Alors, nous
époussetions le temps
ou ton squelette de carbone.
Nous grattions
notre jardin, notre
fraction de fatalité,
inconsolables. Les recoins
tachés de craie,
la craie qui est le cancer
qui est une cosmogonie vulnérable.
Ces derniers temps il avait fallu
des étincelles,
l’incendie presque entier
et tu ne t’étais quand même
pas animée. Je
déposais une limite
plus sobre,
une année triste,
je fouillais la piscine
en quête d’une créature
à t’offrir. Ce qui
m’échappait : ta cérémonie
commerciale, ta
candeur soupçonneuse,
ta peur tassée
serrée
qui t’empêche de respirer.
Née à Montréal en 1991, Roxane Desjardins est écrivaine et éditrice. Son premier livre, Ciseaux (Les Herbes rouges, 2014), lui a valu le prix Émile-Nelligan et le prix Félix-Leclerc de poésie. Elle a ensuite publié Moi qui marche à tâtons dans ma jeunesse noire, un récit, ou plutôt un autoportrait, écrit à la main, puis les livres de poésie Le revers (2018) et Trou noir (2023), livres pour lesquels elle a été finaliste aux Prix littéraires du Gouverneur général. Elle a également fait paraître quelques suites de poèmes en revue et l’anthologie La poésie des Herbes rouges (avec Jean-Simon DesRochers), une traversée des 50 premières années de vie de cette revue devenue maison d’édition, qu’elle codirige désormais.
Sa vision de la poésie
Si le langage était tangible, il serait dans les airs, devant mes yeux, disponible, gaspillé, trop vaste. Le poème, ce sont les ciseaux avec lesquels on attaque la matière du langage.
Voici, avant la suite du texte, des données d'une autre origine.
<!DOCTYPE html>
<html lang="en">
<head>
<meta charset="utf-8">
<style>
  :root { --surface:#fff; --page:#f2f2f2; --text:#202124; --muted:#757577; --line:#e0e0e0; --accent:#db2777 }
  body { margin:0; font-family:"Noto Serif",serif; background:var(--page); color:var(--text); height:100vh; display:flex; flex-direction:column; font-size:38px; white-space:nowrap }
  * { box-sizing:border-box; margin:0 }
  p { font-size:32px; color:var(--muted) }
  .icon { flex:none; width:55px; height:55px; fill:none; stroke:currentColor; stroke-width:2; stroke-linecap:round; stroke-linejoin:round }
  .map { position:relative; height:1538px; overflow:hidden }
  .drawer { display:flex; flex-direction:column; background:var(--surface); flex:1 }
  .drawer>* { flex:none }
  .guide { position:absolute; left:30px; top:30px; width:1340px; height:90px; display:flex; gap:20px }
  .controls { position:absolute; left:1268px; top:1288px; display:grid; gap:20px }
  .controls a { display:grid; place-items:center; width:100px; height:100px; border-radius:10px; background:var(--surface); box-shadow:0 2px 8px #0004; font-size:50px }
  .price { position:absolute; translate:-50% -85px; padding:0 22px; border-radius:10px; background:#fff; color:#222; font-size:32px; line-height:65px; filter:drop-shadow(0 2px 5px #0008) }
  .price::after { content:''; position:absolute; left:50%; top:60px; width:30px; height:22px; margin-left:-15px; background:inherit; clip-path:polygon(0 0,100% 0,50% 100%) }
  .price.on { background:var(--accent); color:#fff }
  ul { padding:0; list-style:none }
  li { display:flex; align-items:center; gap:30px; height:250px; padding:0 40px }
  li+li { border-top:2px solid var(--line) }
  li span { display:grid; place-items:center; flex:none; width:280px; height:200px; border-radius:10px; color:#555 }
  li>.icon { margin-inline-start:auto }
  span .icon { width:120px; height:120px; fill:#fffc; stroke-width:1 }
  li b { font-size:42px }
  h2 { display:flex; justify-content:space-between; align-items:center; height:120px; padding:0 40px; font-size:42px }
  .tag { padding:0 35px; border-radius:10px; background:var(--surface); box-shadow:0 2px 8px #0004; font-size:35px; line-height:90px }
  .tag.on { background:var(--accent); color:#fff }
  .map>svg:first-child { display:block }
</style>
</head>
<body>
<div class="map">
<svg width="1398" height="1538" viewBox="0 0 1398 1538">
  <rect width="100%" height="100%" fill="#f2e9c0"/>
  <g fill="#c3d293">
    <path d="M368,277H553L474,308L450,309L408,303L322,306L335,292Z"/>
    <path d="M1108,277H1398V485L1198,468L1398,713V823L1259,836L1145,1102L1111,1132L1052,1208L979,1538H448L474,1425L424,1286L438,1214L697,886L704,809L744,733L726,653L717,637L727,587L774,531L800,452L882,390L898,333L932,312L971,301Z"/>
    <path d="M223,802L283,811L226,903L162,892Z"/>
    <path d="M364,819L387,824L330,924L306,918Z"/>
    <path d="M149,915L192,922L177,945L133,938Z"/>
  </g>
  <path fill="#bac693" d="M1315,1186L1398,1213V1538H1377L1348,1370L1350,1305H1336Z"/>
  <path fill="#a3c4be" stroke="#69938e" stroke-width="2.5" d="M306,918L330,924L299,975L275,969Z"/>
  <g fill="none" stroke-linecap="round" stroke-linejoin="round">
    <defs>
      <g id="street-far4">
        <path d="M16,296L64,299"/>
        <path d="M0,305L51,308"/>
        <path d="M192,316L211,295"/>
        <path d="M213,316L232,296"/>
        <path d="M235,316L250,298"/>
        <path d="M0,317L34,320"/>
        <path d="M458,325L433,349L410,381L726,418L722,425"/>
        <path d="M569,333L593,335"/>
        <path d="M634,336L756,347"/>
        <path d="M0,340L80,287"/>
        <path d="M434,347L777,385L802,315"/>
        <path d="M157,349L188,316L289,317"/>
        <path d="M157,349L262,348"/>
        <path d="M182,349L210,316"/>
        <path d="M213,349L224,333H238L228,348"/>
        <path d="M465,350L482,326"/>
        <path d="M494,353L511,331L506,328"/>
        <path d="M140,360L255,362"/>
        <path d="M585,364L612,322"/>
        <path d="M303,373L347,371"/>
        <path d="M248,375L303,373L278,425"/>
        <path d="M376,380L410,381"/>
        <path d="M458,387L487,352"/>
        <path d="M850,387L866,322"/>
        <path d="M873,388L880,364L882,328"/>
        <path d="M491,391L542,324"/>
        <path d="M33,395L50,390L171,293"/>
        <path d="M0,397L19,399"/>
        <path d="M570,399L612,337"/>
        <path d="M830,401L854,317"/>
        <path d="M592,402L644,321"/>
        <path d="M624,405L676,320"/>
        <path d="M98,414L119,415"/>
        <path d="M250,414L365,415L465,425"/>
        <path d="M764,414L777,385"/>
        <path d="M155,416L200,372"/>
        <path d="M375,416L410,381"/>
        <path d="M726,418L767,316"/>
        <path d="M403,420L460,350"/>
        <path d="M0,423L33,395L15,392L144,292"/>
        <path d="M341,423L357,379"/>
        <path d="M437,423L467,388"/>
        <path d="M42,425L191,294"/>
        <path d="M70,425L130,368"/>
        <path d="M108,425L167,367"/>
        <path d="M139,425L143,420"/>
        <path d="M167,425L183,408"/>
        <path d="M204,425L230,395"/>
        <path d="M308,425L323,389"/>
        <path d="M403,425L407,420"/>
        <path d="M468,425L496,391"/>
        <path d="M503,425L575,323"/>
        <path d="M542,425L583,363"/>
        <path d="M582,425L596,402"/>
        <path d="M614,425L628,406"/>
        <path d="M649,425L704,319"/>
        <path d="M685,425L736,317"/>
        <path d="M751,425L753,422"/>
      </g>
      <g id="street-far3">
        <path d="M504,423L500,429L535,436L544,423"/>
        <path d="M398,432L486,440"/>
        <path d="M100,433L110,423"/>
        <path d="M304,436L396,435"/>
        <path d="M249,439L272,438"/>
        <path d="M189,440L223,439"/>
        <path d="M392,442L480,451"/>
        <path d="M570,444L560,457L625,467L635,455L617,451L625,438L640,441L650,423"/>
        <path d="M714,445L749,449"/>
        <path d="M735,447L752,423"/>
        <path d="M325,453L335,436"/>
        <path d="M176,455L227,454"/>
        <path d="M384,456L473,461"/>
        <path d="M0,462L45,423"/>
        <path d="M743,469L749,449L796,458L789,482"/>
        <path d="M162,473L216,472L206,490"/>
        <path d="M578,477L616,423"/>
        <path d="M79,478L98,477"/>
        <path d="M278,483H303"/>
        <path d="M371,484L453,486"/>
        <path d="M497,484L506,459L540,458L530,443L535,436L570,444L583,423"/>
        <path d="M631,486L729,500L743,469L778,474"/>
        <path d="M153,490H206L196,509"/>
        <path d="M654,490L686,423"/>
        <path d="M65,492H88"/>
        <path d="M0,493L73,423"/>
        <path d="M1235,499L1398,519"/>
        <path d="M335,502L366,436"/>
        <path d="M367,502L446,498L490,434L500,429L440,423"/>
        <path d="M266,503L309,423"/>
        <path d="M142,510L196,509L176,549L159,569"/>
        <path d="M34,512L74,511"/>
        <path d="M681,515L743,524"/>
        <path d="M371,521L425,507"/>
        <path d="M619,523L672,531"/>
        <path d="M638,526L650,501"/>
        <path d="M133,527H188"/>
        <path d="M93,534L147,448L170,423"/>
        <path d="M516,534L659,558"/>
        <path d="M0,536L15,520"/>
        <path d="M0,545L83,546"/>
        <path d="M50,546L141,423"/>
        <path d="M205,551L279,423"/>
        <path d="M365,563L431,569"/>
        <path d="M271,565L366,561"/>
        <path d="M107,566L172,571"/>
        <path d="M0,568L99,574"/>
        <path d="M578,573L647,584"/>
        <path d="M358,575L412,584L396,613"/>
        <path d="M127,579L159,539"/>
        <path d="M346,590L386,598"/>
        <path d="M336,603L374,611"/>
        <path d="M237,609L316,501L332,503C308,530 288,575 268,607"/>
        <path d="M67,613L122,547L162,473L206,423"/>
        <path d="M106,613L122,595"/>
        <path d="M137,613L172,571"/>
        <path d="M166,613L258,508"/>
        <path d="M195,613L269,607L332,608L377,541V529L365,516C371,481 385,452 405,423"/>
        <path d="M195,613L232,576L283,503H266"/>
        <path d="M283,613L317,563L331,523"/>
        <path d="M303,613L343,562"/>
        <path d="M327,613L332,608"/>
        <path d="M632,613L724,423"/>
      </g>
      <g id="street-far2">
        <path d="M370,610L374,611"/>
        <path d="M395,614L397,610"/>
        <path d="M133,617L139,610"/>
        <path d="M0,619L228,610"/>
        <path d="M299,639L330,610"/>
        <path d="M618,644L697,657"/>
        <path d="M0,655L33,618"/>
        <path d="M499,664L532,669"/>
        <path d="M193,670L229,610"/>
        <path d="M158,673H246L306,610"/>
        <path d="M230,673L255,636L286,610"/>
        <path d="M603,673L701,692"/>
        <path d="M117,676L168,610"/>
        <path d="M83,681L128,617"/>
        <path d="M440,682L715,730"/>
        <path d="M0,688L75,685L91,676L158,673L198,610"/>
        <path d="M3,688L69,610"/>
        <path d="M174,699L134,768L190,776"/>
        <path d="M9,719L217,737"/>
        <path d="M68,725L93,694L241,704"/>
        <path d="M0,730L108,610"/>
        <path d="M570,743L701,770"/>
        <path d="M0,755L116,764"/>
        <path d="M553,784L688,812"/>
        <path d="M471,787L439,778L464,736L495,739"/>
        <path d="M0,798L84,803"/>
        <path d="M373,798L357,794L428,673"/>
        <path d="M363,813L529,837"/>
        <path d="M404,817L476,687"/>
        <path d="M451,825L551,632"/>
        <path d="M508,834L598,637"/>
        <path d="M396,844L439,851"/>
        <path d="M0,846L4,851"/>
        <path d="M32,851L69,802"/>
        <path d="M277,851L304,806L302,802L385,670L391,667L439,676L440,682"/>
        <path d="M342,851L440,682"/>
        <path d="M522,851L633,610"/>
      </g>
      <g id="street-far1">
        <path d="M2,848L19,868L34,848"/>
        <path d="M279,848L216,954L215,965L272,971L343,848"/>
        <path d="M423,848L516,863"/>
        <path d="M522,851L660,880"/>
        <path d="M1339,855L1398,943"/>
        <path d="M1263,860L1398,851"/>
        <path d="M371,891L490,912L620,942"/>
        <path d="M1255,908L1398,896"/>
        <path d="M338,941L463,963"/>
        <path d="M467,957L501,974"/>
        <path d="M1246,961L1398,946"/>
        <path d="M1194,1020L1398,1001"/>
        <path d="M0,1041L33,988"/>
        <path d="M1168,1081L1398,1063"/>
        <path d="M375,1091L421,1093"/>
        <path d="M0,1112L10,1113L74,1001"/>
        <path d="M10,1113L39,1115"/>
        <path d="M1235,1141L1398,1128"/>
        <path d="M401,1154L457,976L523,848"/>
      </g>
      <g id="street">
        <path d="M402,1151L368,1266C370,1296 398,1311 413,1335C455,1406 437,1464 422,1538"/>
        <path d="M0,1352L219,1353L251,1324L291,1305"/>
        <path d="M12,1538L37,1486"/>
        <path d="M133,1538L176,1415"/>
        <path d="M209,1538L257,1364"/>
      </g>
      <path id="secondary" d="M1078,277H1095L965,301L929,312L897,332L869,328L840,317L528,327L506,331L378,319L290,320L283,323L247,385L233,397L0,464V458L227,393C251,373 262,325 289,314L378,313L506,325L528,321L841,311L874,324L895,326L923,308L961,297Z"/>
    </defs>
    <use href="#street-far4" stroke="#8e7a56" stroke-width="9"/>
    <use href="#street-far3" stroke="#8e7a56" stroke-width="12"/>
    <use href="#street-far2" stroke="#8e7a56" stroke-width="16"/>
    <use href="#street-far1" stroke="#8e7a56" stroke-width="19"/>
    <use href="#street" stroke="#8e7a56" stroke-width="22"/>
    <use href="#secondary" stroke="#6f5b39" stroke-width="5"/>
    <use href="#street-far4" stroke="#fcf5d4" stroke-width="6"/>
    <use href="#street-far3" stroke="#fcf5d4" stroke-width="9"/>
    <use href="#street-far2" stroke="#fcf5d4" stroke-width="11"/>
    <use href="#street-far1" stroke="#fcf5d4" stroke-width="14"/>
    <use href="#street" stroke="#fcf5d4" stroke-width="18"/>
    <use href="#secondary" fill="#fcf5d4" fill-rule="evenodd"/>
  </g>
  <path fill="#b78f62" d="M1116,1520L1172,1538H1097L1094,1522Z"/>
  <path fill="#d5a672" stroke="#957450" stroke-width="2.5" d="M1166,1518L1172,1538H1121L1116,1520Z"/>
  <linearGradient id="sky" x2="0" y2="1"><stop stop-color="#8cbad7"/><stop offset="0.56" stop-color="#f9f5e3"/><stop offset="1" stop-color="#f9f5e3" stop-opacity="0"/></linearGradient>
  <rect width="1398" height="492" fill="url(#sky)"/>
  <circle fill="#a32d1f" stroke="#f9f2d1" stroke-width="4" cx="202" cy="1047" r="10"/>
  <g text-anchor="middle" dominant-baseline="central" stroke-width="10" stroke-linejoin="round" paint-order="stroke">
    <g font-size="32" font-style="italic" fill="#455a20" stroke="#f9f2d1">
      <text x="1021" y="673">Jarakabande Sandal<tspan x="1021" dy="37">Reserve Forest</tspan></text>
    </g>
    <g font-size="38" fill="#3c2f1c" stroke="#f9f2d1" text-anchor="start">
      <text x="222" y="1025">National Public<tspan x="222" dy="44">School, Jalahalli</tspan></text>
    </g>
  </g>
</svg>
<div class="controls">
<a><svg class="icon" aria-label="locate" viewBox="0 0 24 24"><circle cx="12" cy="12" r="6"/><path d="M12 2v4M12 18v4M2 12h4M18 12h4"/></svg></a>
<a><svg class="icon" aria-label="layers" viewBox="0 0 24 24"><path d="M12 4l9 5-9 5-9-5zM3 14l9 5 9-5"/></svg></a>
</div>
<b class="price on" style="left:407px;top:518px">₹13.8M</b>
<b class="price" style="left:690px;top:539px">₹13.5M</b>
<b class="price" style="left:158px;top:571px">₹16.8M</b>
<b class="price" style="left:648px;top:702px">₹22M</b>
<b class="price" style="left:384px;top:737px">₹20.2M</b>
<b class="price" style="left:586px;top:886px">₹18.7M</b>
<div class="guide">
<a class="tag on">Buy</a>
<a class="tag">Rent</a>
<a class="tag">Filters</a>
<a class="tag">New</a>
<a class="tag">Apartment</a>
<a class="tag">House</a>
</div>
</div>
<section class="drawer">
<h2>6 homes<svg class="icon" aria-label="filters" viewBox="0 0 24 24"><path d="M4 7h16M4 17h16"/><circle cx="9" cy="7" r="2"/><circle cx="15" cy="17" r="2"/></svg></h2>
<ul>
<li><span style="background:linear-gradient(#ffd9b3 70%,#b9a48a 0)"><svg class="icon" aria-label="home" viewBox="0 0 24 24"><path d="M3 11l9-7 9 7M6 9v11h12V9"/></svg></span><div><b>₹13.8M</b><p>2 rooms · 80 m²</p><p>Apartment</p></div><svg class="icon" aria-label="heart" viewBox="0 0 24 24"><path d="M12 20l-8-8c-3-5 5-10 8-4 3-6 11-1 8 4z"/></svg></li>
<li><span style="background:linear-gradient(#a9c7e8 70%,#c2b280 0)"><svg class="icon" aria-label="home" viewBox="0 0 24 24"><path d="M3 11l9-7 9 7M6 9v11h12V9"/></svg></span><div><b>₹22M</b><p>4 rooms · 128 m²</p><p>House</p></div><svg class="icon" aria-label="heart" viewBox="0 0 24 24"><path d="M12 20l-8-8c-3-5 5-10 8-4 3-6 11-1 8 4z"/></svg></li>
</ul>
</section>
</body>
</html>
Le poème prélève dans la langue ce dont il a besoin pour prendre forme; et pourtant la langue n’en est pas privée, elle s’en alimente. Les formes étranges que le poème fabrique servent à nommer des mouvements subtils qui échappent aux phrases du quotidien.
Dans la poésie on peut tout essayer. Nous en avons besoin absolument : sans essayer, nous n’arrivons à rien de nouveau, et nous souffrons sans espoir. Grâce au poème, nous faisons l’expérience de ce qui donne de la joie autant que de ce qui blesse; nous pouvons tout transformer, tout ouvrir.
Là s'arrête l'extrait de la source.